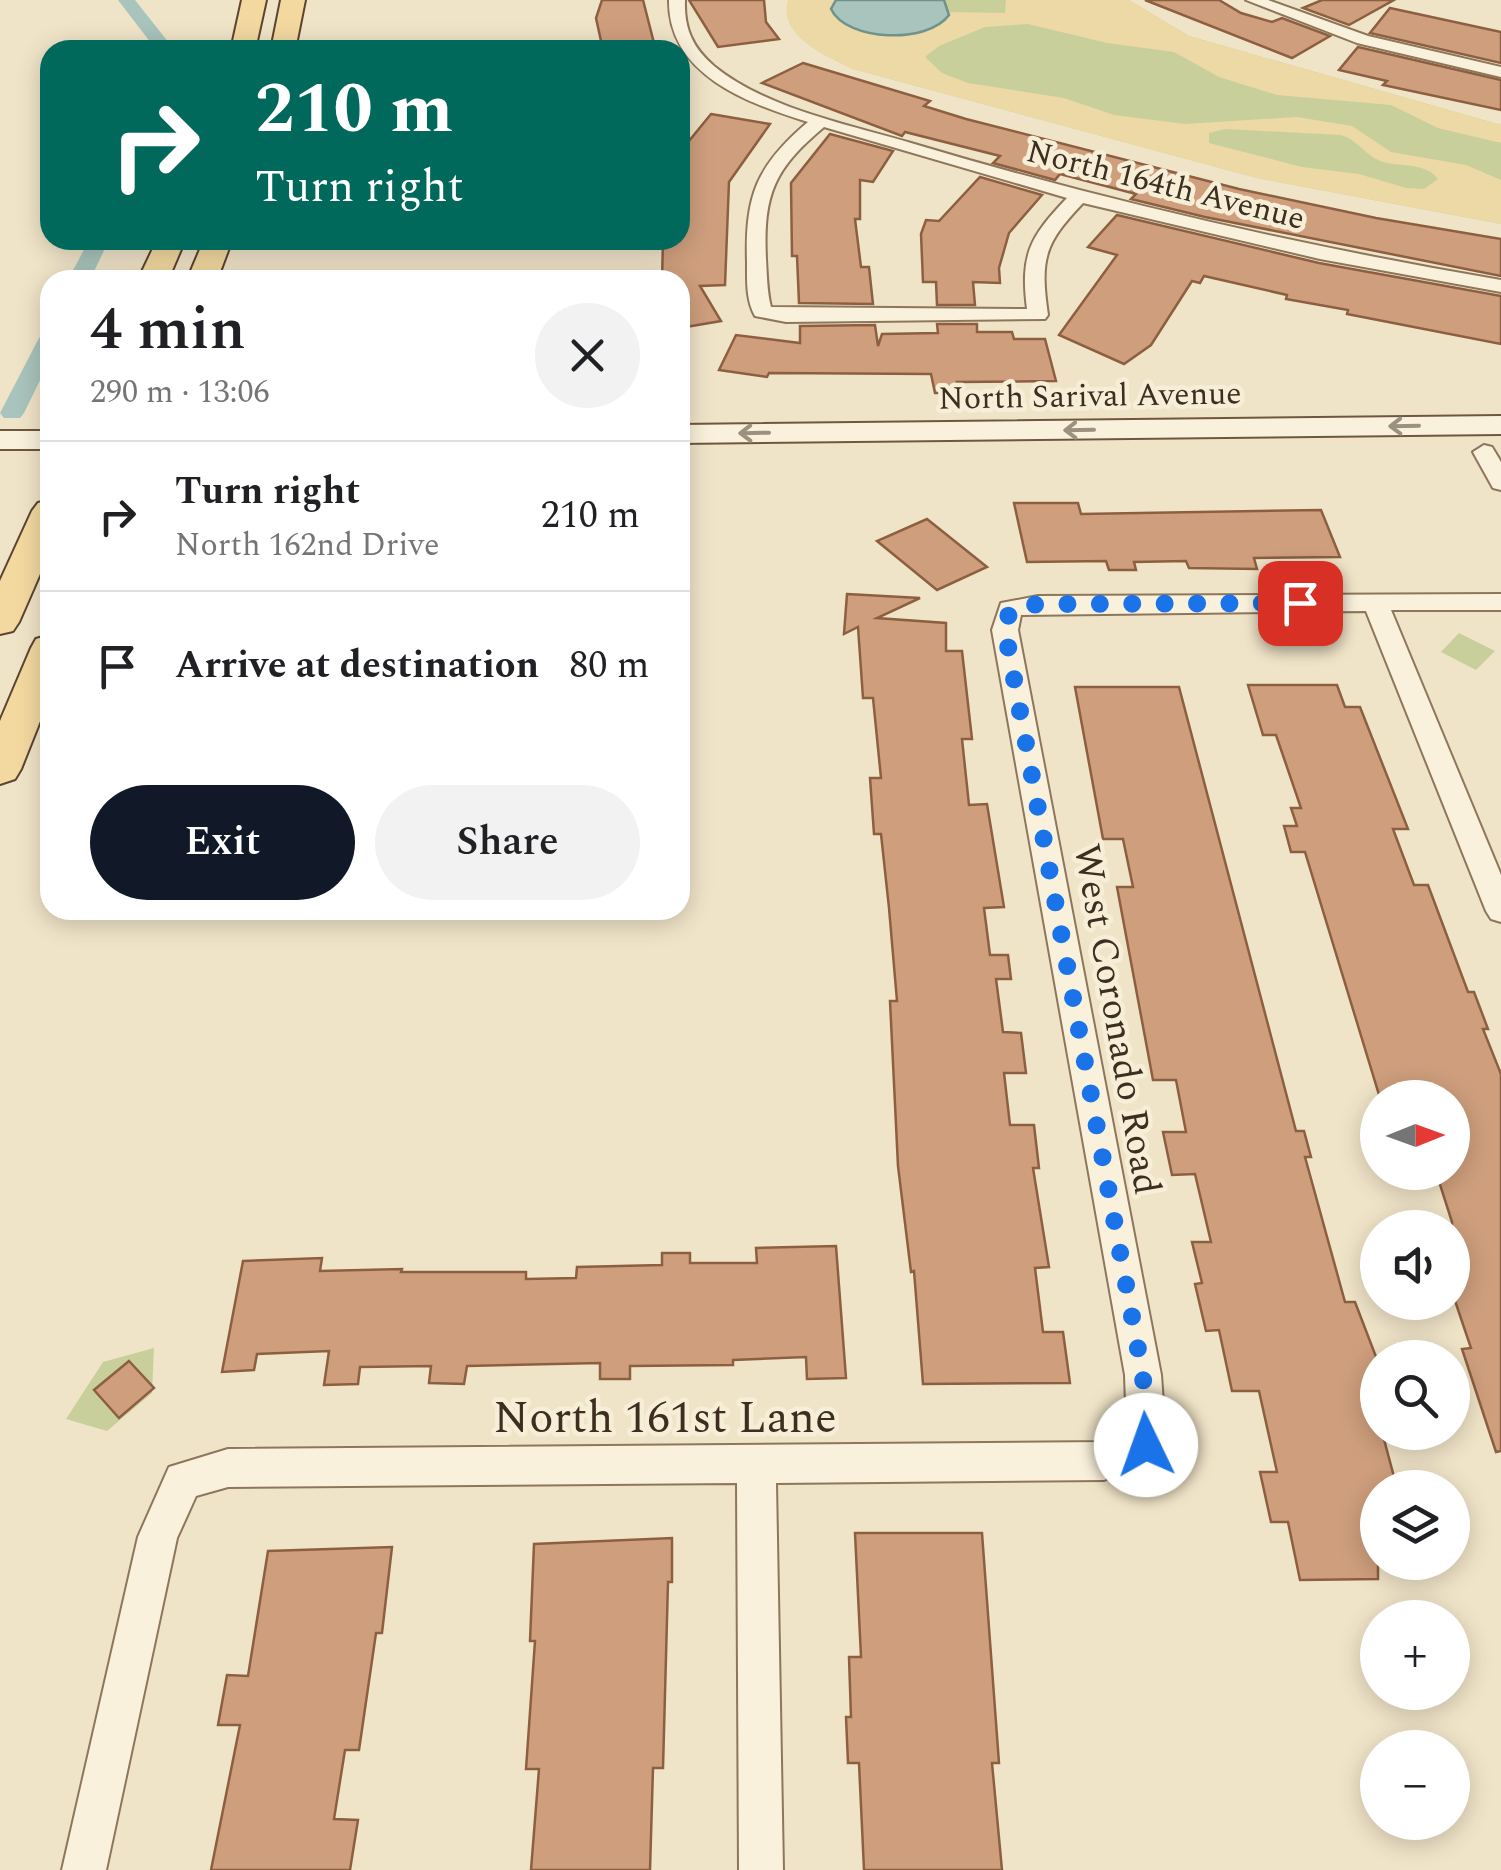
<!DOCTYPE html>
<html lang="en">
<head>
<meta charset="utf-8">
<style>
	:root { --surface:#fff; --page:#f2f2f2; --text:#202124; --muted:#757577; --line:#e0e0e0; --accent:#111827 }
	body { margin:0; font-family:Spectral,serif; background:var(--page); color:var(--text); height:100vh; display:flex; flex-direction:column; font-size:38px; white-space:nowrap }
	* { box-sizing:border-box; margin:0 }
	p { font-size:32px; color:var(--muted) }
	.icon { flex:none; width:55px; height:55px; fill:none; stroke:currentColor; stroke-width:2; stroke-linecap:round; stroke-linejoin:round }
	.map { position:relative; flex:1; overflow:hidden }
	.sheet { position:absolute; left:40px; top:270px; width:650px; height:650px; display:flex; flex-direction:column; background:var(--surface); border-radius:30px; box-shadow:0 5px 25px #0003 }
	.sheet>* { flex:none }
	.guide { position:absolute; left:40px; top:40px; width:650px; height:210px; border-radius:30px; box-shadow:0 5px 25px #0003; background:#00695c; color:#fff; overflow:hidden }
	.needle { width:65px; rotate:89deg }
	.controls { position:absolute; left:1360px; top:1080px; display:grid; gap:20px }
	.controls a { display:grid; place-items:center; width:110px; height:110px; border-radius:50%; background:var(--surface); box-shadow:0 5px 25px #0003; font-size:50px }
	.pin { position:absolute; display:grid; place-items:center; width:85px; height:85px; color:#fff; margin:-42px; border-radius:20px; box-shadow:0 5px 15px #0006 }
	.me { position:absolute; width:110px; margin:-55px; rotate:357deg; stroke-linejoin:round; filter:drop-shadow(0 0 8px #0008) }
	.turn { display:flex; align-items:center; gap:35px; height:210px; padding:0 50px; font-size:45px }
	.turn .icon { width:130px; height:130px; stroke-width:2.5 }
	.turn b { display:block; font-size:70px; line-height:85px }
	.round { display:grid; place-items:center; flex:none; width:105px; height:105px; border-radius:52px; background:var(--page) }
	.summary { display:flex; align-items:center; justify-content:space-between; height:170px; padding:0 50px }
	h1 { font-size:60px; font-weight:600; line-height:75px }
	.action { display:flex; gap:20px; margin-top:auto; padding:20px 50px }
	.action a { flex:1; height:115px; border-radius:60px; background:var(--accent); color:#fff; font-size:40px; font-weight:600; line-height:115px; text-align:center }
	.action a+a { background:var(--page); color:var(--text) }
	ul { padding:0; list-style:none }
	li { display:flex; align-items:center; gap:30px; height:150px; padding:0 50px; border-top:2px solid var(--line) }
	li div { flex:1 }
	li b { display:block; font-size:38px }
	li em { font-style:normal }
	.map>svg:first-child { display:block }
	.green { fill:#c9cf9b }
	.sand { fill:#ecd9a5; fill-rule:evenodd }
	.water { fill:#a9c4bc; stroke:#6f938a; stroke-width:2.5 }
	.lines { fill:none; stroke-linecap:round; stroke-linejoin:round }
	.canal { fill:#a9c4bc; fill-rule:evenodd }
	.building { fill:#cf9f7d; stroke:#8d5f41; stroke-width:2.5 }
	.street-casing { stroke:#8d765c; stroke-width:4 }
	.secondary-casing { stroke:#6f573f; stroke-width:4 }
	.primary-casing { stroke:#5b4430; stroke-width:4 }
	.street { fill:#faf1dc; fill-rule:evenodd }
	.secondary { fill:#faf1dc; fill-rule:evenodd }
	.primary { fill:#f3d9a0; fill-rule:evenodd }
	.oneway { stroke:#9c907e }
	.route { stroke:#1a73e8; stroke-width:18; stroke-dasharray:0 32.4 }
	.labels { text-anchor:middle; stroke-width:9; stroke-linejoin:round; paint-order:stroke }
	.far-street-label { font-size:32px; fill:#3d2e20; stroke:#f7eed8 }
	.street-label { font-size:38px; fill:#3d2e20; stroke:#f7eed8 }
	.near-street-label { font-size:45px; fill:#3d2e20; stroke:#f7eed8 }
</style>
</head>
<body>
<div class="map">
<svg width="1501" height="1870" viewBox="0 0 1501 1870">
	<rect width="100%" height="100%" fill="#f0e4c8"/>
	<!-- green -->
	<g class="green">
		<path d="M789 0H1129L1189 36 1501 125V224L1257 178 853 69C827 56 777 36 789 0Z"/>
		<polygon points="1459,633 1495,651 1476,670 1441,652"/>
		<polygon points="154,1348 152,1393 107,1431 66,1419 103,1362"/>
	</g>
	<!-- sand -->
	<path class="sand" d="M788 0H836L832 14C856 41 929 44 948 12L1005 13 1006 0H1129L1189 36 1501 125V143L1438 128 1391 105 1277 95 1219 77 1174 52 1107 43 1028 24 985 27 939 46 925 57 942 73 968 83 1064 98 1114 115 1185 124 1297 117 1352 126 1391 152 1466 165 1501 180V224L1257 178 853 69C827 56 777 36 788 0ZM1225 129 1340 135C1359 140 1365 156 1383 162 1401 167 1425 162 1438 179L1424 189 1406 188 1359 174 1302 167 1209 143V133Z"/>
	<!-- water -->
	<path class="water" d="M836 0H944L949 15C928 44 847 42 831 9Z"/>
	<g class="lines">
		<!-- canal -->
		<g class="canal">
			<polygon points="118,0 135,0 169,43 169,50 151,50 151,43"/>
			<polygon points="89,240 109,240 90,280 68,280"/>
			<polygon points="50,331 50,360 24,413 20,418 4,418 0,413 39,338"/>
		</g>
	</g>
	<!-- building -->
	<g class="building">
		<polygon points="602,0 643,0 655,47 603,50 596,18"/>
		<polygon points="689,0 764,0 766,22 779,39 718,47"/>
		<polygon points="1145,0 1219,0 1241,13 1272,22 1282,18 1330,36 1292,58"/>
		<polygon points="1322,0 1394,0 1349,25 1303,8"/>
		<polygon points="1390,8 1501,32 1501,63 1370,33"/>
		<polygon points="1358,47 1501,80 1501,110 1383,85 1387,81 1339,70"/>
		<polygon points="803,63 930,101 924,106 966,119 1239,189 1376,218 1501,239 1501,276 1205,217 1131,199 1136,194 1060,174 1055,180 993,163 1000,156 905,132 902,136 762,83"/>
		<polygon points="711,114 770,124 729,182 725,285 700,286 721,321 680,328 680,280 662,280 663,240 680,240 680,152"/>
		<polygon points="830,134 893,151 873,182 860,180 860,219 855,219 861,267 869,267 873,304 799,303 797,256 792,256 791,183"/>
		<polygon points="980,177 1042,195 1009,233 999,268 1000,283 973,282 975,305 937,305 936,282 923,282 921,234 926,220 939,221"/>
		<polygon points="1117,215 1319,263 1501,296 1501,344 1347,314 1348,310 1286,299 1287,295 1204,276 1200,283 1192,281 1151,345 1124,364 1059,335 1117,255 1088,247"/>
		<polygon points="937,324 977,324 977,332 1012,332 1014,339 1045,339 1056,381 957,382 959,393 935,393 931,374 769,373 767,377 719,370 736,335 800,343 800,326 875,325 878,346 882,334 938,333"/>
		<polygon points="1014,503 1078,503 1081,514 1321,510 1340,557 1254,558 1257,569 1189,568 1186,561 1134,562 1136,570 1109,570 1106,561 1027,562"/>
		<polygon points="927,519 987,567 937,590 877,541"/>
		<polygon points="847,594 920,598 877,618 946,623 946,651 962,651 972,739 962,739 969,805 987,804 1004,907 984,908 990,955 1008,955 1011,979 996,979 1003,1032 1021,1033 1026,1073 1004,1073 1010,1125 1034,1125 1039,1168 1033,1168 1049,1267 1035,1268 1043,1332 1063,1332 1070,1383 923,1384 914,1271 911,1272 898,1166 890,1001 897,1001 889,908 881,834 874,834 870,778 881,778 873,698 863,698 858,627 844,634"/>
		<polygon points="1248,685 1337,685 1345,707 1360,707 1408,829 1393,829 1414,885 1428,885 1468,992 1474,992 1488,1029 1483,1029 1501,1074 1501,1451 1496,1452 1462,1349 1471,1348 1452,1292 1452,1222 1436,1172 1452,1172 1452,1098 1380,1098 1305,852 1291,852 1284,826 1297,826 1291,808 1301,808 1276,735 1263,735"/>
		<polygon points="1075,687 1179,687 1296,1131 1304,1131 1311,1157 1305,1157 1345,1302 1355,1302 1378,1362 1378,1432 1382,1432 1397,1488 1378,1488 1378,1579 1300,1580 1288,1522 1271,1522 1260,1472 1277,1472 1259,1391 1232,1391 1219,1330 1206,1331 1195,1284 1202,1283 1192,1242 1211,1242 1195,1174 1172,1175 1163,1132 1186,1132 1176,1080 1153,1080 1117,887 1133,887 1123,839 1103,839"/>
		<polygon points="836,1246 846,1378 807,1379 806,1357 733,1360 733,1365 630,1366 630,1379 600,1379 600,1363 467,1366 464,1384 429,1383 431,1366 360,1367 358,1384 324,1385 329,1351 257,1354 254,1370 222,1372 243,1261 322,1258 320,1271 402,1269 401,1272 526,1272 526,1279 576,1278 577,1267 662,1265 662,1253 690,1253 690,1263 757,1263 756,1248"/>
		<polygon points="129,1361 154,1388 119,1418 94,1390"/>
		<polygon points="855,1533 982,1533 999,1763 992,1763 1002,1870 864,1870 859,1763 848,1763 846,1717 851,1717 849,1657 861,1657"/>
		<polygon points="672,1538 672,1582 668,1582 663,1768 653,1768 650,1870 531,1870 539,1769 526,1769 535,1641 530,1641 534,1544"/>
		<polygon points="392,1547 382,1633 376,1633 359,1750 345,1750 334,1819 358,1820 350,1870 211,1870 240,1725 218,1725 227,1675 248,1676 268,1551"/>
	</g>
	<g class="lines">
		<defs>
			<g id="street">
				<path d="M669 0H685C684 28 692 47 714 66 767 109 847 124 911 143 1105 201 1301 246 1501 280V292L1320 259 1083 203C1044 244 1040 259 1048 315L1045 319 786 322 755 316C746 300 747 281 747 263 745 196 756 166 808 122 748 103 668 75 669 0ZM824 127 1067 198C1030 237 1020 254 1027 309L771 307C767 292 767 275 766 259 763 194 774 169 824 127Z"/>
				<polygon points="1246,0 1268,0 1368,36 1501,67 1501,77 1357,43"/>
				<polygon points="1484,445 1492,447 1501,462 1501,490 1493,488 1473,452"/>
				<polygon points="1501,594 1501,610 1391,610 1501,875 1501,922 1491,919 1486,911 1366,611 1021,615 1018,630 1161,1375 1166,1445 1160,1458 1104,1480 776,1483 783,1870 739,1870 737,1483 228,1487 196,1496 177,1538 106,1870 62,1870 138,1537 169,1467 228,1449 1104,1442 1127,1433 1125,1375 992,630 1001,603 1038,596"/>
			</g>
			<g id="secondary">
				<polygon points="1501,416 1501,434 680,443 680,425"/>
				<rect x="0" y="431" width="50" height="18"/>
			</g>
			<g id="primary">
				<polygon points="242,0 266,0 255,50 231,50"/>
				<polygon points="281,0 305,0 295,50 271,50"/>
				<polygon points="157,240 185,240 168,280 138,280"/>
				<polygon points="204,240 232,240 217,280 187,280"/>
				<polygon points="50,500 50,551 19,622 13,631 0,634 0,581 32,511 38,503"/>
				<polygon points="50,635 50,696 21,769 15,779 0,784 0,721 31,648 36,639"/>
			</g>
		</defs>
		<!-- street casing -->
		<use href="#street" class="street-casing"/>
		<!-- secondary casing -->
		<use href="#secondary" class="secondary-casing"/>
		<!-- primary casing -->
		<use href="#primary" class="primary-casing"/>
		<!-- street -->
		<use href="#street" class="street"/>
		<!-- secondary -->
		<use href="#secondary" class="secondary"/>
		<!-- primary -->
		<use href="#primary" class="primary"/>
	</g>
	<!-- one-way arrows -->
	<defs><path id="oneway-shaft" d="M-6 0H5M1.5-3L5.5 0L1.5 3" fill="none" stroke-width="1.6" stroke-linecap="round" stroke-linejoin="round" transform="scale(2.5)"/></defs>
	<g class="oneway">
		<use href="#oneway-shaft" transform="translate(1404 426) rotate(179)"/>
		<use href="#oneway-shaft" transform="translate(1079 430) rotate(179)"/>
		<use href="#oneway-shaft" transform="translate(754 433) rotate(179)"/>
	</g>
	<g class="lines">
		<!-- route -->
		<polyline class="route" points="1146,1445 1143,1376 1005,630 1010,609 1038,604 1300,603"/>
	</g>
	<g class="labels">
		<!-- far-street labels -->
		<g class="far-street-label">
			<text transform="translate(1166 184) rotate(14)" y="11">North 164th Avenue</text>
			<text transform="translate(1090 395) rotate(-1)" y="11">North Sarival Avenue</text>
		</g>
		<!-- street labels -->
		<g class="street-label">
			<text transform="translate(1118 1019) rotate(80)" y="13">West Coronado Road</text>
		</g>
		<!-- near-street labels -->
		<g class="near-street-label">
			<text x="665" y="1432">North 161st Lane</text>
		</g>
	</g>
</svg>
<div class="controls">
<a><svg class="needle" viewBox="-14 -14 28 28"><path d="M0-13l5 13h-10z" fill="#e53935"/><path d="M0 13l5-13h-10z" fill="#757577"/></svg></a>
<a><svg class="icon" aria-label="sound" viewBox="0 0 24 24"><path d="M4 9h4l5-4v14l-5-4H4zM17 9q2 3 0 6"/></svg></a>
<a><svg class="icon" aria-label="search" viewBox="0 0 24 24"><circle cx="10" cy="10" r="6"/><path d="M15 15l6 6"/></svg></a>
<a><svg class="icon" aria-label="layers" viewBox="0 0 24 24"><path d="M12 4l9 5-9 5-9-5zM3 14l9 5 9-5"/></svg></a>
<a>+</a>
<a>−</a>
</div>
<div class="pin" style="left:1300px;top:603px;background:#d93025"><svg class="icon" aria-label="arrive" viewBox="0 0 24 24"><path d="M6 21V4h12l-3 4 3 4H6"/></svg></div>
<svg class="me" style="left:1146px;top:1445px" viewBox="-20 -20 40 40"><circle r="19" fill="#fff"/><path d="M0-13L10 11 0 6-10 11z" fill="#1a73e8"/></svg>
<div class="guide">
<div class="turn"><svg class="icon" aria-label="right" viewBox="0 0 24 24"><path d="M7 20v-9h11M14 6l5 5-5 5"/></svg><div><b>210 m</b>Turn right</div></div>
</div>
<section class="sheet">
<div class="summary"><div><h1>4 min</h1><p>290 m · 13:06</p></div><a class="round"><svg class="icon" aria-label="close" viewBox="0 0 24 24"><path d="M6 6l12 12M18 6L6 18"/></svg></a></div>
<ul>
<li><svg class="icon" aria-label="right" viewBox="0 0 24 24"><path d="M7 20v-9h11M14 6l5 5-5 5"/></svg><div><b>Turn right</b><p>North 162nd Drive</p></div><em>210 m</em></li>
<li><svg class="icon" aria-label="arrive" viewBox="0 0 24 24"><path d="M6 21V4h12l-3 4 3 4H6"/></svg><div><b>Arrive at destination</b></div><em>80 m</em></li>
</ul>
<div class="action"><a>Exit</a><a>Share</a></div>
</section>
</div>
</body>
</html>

◆ WORK ITEM
Within the data above, filter for lines containing the word "position" and copy each one.

◆ RESULT
	.map { position:relative; flex:1; overflow:hidden }
	.sheet { position:absolute; left:40px; top:270px; width:650px; height:650px; display:flex; flex-direction:column; background:var(--surface); border-radius:30px; box-shadow:0 5px 25px #0003 }
	.guide { position:absolute; left:40px; top:40px; width:650px; height:210px; border-radius:30px; box-shadow:0 5px 25px #0003; background:#00695c; color:#fff; overflow:hidden }
	.controls { position:absolute; left:1360px; top:1080px; display:grid; gap:20px }
	.pin { position:absolute; display:grid; place-items:center; width:85px; height:85px; color:#fff; margin:-42px; border-radius:20px; box-shadow:0 5px 15px #0006 }
	.me { position:absolute; width:110px; margin:-55px; rotate:357deg; stroke-linejoin:round; filter:drop-shadow(0 0 8px #0008) }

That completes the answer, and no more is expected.